É, por isso, necessário que competências essenciais para potenciar o desenvolvimento dos alunos, como por exemplo as emocionais e sociais, permaneçam dentro dos currículos e sejam abordadas e desenvolvidas de forma intencional, sistemática e metodologicamente organizada. Existem, felizmente na RAM, diferentes atividades/projetos/programas que abordam as emoções, a sua gestão, a sua utilização, a sua expressão, a sua experiência e a sua vivência, no contexto das relações com os outros.
Eis mais um desafio que se coloca à Escola, hoje.
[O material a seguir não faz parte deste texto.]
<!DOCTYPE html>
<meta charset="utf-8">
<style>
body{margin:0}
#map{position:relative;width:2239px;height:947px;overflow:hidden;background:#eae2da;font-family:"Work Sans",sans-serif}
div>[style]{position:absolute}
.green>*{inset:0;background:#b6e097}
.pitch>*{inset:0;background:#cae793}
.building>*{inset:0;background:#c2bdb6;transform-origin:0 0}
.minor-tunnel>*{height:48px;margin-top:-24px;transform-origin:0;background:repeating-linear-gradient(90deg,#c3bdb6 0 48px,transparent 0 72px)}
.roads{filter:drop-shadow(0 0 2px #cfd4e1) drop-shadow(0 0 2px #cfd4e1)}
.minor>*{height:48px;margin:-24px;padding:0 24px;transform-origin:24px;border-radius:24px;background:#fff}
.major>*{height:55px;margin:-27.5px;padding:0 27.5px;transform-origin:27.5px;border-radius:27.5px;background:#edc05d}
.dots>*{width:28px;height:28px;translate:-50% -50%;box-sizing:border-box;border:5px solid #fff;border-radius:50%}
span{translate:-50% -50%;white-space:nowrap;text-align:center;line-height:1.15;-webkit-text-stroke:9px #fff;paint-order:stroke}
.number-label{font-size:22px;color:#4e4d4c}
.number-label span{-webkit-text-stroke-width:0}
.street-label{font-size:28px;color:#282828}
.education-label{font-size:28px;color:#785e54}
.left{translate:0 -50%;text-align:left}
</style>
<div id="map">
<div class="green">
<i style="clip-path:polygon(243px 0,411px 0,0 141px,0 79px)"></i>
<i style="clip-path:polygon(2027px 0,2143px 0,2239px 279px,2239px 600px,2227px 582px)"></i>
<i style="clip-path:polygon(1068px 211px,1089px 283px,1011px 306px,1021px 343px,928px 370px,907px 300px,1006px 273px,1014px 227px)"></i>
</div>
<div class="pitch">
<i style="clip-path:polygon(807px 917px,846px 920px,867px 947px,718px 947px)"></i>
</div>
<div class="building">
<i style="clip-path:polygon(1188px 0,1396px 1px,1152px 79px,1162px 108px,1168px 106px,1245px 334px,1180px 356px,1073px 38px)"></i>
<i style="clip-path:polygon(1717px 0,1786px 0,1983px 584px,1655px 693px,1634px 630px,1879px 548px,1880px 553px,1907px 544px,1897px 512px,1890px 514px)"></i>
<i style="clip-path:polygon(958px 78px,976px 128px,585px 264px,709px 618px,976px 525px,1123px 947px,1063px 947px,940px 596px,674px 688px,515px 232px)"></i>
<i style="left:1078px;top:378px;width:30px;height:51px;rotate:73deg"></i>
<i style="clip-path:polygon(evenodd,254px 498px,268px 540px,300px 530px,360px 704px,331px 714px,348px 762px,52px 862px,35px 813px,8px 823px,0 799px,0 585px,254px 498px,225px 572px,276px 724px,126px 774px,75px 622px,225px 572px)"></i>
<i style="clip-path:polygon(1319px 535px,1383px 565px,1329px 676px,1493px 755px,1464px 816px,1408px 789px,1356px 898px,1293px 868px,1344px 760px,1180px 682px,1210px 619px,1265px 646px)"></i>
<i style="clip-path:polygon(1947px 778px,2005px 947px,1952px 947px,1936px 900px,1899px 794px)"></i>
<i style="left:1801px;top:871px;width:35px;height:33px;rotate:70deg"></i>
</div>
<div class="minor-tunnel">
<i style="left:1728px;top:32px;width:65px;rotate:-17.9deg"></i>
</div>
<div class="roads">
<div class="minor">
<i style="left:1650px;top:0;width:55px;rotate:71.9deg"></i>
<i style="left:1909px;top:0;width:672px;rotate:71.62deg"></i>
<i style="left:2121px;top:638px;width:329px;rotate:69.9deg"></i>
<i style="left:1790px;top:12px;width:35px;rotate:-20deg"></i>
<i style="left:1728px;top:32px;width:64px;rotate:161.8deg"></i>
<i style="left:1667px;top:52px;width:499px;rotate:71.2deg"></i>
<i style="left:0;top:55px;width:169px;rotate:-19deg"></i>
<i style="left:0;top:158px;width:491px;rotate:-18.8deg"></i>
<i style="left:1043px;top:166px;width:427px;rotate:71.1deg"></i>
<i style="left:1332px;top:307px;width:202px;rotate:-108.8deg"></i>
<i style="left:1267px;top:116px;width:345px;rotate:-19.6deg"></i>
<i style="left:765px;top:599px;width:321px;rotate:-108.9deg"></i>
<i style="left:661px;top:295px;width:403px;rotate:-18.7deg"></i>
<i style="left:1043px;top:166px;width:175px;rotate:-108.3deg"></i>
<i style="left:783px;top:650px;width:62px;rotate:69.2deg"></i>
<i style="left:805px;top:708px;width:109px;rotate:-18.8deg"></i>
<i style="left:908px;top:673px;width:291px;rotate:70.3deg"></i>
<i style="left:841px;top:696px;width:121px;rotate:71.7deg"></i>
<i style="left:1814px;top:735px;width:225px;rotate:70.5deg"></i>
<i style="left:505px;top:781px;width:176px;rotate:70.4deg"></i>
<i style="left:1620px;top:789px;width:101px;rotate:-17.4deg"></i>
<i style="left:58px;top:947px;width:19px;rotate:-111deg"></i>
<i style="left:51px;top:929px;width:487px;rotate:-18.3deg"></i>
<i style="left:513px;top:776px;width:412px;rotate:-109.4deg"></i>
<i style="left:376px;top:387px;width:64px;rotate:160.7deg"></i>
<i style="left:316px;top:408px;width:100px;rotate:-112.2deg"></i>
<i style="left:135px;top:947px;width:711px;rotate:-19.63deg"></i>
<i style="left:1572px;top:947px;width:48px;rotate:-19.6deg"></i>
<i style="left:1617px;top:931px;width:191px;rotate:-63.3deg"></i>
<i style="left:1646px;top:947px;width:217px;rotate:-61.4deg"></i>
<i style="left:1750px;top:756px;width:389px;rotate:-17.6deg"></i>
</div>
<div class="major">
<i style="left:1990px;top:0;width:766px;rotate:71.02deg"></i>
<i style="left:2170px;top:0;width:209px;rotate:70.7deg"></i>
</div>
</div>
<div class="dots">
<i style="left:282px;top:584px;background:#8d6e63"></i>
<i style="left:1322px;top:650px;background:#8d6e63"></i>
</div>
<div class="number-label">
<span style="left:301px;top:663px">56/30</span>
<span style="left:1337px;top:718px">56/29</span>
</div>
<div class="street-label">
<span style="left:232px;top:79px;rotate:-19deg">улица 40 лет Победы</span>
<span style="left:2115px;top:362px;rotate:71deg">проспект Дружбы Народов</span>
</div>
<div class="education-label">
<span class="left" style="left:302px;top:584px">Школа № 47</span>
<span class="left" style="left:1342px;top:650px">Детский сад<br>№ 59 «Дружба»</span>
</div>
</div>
Que se torne competente para trabalhar, com todos os seus alunos, a “inteligência emocional”, ou seja, assumir a aprendizagem em competências sociomorais, capacitando os alunos com um conjunto de “ferramentas” que lhes permitam “gerir, de forma eficaz, os desafios do quotidiano e a prosperarem tanto no contexto académico como na vida pessoal e social”. Educar uma pessoa e uma sociedade para “SER” e não apenas para “fazer” é, manifestamente, um desafio demasiado importante para ser posto de lado.